Fiction & Short Stories / Friday, October 13th, 2017

There are two ways to remember the island of Elathea: by the whispered memories of its remaining inhabitants or through the aching monument that barely remains. Both few in number, for you see, most of Elathea was long ago swallowed by a jealous sea. The present island is nothing more than a gently fading canvas of its majestic past. Just to the West of Elathea’s once vibrant heart, one can still discern the limestone tip of its now-silent bell tower — too intransigent to be engulfed by those envy-swollen waters. Yet silenced. To the East, the untouched homes on top greenlush hills where only five families stand still. It is the womb-dry women of these families who breathe life into Elathea with tales of its past. Like wind carrying pollen on its back. The men remember little for they choose to drown their memories in bitter ale as a sign of respect to Elathea’s fate and of reproach to God’s choice.
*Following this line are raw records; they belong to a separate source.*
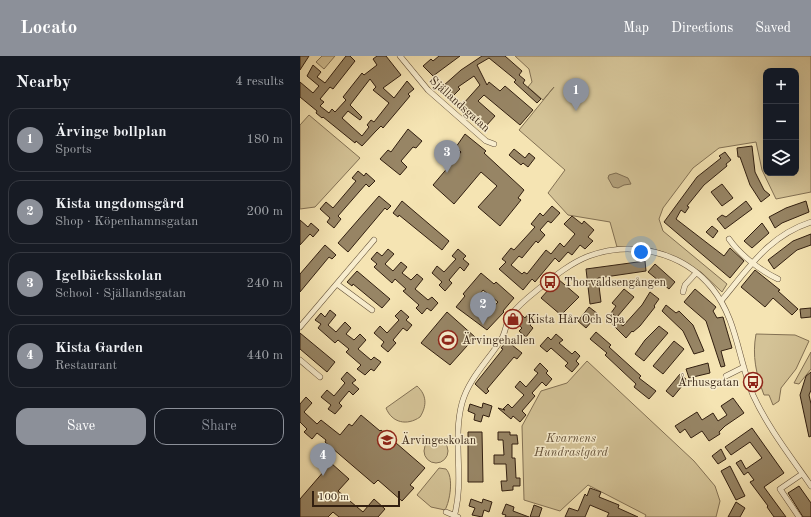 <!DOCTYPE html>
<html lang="en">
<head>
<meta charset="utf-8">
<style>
	:root { --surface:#171b24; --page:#20242c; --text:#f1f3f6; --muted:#9ea1a6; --line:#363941; --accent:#8c9099 }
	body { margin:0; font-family:"Old Standard TT",serif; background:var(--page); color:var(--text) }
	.controls { position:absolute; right:12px; top:12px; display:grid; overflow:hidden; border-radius:8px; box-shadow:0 4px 16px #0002 }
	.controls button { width:36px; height:36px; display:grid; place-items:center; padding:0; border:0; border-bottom:1px solid var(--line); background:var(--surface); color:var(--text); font:20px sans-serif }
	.scale { position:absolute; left:12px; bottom:10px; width:88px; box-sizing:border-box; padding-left:4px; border:2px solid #321f10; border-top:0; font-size:11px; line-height:14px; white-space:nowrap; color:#321f10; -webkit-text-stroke:3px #f8edce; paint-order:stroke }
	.you { position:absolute; left:341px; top:196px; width:14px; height:14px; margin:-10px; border:3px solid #fff; border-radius:50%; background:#1a73e8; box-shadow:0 0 0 6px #1a73e833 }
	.badge { display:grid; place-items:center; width:26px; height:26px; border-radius:50%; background:var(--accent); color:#fff; font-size:13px; font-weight:700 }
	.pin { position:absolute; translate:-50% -33px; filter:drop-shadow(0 1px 2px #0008) }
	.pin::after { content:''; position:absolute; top:21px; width:14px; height:12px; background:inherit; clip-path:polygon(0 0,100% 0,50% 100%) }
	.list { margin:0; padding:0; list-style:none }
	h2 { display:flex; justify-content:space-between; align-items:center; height:52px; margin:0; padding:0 16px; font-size:17px }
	h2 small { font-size:13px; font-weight:400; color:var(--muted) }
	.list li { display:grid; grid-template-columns:26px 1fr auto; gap:12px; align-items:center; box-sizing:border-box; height:64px; margin:0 8px 8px; padding:0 8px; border:1px solid var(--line); border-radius:12px }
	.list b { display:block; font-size:15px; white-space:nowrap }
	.list p { margin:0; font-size:13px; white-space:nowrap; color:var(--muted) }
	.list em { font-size:13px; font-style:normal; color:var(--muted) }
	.actions { display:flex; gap:8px; padding:12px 16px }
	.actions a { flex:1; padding:9px 0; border:1px solid var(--accent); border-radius:12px; text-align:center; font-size:14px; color:var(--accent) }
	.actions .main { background:var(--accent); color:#fff }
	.icon { flex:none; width:22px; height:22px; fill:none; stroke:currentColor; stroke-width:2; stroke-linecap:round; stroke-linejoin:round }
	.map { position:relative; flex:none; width:511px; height:461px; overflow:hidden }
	header { display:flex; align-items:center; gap:24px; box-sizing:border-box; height:56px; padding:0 20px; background:var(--accent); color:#fff }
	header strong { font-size:19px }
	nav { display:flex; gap:22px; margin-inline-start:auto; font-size:14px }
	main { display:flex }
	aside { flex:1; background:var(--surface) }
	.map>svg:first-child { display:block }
</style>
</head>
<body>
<header>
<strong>Locato</strong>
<nav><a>Map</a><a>Directions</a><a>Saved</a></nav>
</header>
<main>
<aside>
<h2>Nearby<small>4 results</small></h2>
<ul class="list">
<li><span class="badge">1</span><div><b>Ärvinge bollplan</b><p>Sports</p></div><em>180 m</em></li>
<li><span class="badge">2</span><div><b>Kista ungdomsgård</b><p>Shop · Köpenhamnsgatan</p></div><em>200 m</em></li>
<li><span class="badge">3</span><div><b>Igelbäcksskolan</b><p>School · Själlandsgatan</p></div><em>240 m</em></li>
<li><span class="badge">4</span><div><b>Kista Garden</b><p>Restaurant</p></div><em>440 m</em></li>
</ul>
<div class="actions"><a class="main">Save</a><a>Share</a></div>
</aside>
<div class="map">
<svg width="511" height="461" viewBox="0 0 511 461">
	<rect width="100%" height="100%" fill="#f5e4b3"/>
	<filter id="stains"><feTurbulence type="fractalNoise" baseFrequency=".005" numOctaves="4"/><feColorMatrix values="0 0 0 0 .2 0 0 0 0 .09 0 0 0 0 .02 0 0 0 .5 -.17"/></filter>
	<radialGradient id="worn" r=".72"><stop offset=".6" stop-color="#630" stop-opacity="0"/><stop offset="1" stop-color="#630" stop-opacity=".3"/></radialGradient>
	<path fill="#d4c397" stroke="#837154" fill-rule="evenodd" d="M22,0H35L24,13L16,6Z
		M215,0H511V136L476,143L462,114L456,86L419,92L393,112L363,152L359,163L363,175L427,228L422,236L401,216L363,196L349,192L317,191L310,166L268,159L248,137L265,114L219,74L254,31L243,44L228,31L232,26L229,13ZM466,15H496V117H466Z
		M9,59L60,102L15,151L0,153V69Z
		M456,278L495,279L509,285L496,313L481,332L479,345L473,349L469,339H464C456,318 452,300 456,278Z
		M511,296V313L499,328L494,327Z
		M287,305L394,405L415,430L420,445L416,461H345L346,459L288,429L260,455L224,444L222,370L241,335L267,327Z
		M117,330C127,339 127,350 120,361C107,370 92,367 86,352Z
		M124 395a12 12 0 1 1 24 0a12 12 0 1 1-24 0Z
		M139,412L146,413C154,421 150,445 145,454L131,451L117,439Z"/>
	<path fill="#b3a17c" stroke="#7f6d51" d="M316,117L328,122L331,128L324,129L318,132L313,131L308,122L309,119Z"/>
	<path fill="#978565" stroke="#321f10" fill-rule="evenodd" d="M0,0H9L0,14Z
		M46,0H50L55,5L33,33L30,31L20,43L24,46L20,50L29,57L32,53L35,56L46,44L43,41L62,17L64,19L77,9L73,3L77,0H86L101,19L83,32L94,42L107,25L114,33L108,38L110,40L83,72L81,70L75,76L62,90L56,85L55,87L23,61L22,62L16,57L17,55L0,41V26L13,37L19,30L7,20L13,9L21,16L17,21L25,27ZM70,23L76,31L73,34L89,47L74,66L71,64L67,69L69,71L62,80L42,62L48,55L60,64L62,61L50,49Z
		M139,0H160L133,20L123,10L131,3L133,5Z
		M182,0H205L222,15L219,19L225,24L223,27L241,43L237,47L214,26L216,24L189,2L177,9L187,29L189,26L200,35L205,30L233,54L220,69L184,39L178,45L195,60L186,70L163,48L180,29L174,20L158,31L160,33L153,40L143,30L161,14Z
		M108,73L122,85L116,92L113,91L101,105L107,111L100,119L80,103L88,94L91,96Z
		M165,78L186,95L184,97L224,134L218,142L221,144L200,170L178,151L197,130L181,116L154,148L133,129L161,96L156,91Z
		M452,90L455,116L464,134L470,139L461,146L450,129L440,101H438L437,92Z
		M214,93L225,102L229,97L235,102L228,111L223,107L221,109L209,99Z
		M425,96L431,104L426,108L427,110L404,129L387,150L389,151L385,157L381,154L376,163L424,200L430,192L444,205L430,222L364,166L397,121L421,102L419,100Z
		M58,115L64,120L66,117L75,125L69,131L66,128L38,160L41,163L34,172L27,166L30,162L20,153L26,146L33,152L56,125L52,122Z
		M422,128L433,142L422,150L411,136Z
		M79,140L91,150L87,154L85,152L48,196L38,187Z
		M102,145L149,185L142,194L99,159L98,161L93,157Z
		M446,145L452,153L425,173L417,163L422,159L426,161Z
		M506,145L509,156L482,167L475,172L469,161L486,152Z
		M252,150L260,157L251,167L248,165L240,174L245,179L238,187L236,185L222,202L219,200L211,209L222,218L224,216L227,218L246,194L251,198L260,187L264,191L275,178L264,168L272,160L282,168L284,165L294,174L288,181L293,185L285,193L280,189L272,199L268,196L259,206L255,202L235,226L232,223L223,234L199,213L206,206L202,203L211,192L214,194L235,171L231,168L240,157L243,160Z
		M0,164L8,171L11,167L19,174L13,181L10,178L0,189Z
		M462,167L469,177L452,192L444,185Z
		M412,170L418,175L413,182L406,176Z
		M511,178V189L497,194L474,213L468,204L493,185Z
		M25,189L36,199L32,203L29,201L0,236V218Z
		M88,193L94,198L85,208L93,215L101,206L107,211L102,217L111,224L117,218L123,223L115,233L128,244L132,241L138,247L131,255L127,252L122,258L116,252L119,249L103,235L106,233L95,223L92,227L74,211L77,208L71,203L77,196L82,200Z
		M158,193L166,200L163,203L169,208L164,215L160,211L149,224L152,227L145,235L139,229L142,226L132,217L137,210L144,216L156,203L152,200Z
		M345,205L346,215L298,222L301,246L290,248L286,213Z
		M355,208L375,226L369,233L348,216Z
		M455,214L480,234L478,235L498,253L492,259L473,242L465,251L441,231Z
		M57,215L90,243L82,252L53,228L52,230L47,226Z
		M181,217L194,228L196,226L214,242L203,255L204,256L187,274L156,251L165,240L163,238ZM183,234L198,246L186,259L172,248Z
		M258,223L279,241L261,259L241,242Z
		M324,233L334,241L317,261L311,257L316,250L312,247Z
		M395,233L416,251L413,255L417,262L423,261L432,292L421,295L425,310L421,311L406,265L384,246Z
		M350,236L359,243L354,250L355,251L340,270L333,276L332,275L326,282L310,266L313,262L323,270L342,249Z
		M366,249L376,257L379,255L393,269L404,295L394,298L383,275L362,255Z
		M289,251L298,258L286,272L278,265Z
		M511,252V261L501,262L500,253Z
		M30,254L36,259L28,269L36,276L45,266L51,272L46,278L54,284L60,278L66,284L58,293L71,304L74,301L81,306L74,315L71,313L65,319L57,313L61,309L46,296L49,293L38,284L35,287L18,272L21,268L15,264L21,257L25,261Z
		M101,254L109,261L106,264L112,269L107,275L103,272L93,284L96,287L88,296L81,290L84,286L74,277L80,270L87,277L99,264L95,260Z
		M147,256L175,281L150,309L121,287Z
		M218,256L225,262L228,258L235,264L230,269L233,272L226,281L219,275L222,272L213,264Z
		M359,270L368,277L344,305L335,298L345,284Z
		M296,276L311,289L309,291L341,320L339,322L356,335L349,343L334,331L336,328L305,299L307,297L290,283Z
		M0,277L35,306L27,316L0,293Z
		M256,278L263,284L259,287L272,298L275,295L280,300L276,305L279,308L272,316L265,310L268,307L251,292L247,296L240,290L248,281L251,284Z
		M207,285L222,297L217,303L214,301L187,333L189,335L186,338L175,328L203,293L201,292Z
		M374,285L384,293L363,318L353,310Z
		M240,307L248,315L246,317L252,323L246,330L242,326L232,337L235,340L222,355L226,359L220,366L213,360L211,363L198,352L205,354L203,353L208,348L212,352L224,339L215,331L220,325L226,331L238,317L234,314Z
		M408,307L410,317L389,322L386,313Z
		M47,316L56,324L52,327L59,333L53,339L49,335L39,347L42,350L35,358L28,353L31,349L21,341L27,334L34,340L45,327L41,323Z
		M511,316V334L509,339L511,348V380L509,381L500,339L506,320Z
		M380,318L387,324L373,341L366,335Z
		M6,341L12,347L4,356L17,368L21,364L40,379L49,368L52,370L61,359L80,375L81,374L125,412L110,429L114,432L102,445L78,424L74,428L25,386L26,384L17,377L12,383L4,376L7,373L0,366V348Z
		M433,342L444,357L425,370L419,376L420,378L409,385L402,375L391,382L385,373L380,377L375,370L397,356L402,364L413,357L418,365L427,359L421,350Z
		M183,347L192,350L189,361L183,359L181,366L174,364L175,358L168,355L170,348L182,352Z
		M452,372L484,417L464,431L486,461H474L467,451L468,450L450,426L454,424L448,416L444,419L436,407L441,404L446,413L462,402L450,386L431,399L425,391Z
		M168,376H182L183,426H168Z
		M198,376H210V379H217L218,388H212V402H215L216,422H220V430H213V434L202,435L201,425H207L206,408H194V399H204L203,384H198Z
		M421,393L426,403L418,408L412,400Z
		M31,407L49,423L38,435L63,456L74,443L85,453L78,461H39L33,456L28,461H0V443Z
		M430,410L445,440L436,444L421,415Z
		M499,430L511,447V461H503L488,437Z
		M290,432L301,436L299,441L319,449L318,452L338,461H307L309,457L290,449L285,461H265L269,452L278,455L285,438L287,440Z
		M171,443L182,447L183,443L192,446L189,456L184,454L182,461L172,459L175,452L169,450Z
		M436,446L445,452L440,461H428Z
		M206,448L214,451L213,455L229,461H205L206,459L202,458Z
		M234,449L242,452L239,461H230Z"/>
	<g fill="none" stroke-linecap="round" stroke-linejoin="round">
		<g stroke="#635039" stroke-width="6">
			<path id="minor" d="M100,0L128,34L186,85L194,88
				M429,183C440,199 461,215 478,223
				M37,228L72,254
				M383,236L385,229L396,217
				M421,245C449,212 468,180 511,166
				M0,271L74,184
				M0,304L20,321
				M426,320L444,311
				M146,456L158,461
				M154,461C165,424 152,384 162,347C169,322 188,305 201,284C206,276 206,265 211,259C219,248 231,239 241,231C256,219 271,207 289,200C332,184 383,196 412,232C437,263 438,303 453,339C468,372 491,401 511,430
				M499,461L480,433L502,418"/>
		</g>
		<use href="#minor" stroke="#f8edce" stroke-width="5"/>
	</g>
	<defs>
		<g id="bus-ring" transform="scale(1)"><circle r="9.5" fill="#f8edce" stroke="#8f2418" stroke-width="1.5"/><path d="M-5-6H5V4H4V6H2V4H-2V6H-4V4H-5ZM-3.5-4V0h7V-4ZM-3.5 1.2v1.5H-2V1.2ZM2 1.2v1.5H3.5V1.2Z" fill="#8f2418"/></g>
		<g id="shop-ring" transform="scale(1)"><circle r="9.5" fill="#f8edce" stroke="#8f2418" stroke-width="1.5"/><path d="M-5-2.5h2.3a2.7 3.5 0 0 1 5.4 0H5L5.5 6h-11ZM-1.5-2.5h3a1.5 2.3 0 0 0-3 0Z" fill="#8f2418"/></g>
		<g id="stadium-ring" transform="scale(1)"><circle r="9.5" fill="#f8edce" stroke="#8f2418" stroke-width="1.5"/><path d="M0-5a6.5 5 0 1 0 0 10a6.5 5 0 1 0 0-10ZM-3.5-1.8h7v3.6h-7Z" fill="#8f2418"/></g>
		<g id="school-ring" transform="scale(1)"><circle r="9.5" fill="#f8edce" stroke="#8f2418" stroke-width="1.5"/><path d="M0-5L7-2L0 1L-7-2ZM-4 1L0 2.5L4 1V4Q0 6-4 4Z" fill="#8f2418"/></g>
	</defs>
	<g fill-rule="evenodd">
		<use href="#bus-ring" x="250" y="226"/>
		<use href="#shop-ring" x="213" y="263"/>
		<use href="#stadium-ring" x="148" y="284"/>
		<use href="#bus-ring" x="453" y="326"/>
		<use href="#school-ring" x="87" y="384"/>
	</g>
	<g text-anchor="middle" stroke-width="3" stroke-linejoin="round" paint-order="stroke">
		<g font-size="12" fill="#321f10" stroke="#f8edce">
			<text transform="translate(160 48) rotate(42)" y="4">Själlandsgatan</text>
		</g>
		<g font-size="12" fill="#321f10" stroke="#f8edce" text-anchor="start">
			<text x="264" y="230">Thorvaldsengången</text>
			<text x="227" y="267">Kista Hår Och Spa</text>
			<text x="162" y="288">Ärvingehallen</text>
			<text x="439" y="330" text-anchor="end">Århusgatan</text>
			<text x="101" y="388">Ärvingeskolan</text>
		</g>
		<g font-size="12" font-style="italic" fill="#635038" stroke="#f8edce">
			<text x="271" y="386">Kvarnens<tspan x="271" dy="14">Hundrastgård</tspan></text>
		</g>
	</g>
	<rect width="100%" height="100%" filter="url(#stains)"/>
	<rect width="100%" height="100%" fill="url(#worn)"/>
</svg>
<div class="controls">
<button>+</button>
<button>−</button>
<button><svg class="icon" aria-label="layers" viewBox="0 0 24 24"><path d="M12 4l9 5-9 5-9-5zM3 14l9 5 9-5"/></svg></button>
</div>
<div class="scale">100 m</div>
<div class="you"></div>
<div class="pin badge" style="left:276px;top:55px">1</div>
<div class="pin badge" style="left:183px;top:269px">2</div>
<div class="pin badge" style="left:147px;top:117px">3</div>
<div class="pin badge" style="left:23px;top:420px">4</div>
</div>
</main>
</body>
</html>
The young are told to only listen and never repeat or write anything down because of superstitious fears that history may repeat itself in future generations. And yet, on certain nights, when Elathea is asleep and dreams stir, there brews a mysterious fog at the base of the hills. A fog that burns away with the warmth and light of the early sun. A fog that leaves in its wake the scent of jasmine, and a feeling of hope that cannot be explained, only vaguely understood. Not before long, these hushed memories will transform into myths, and the myths into a majestic island once again.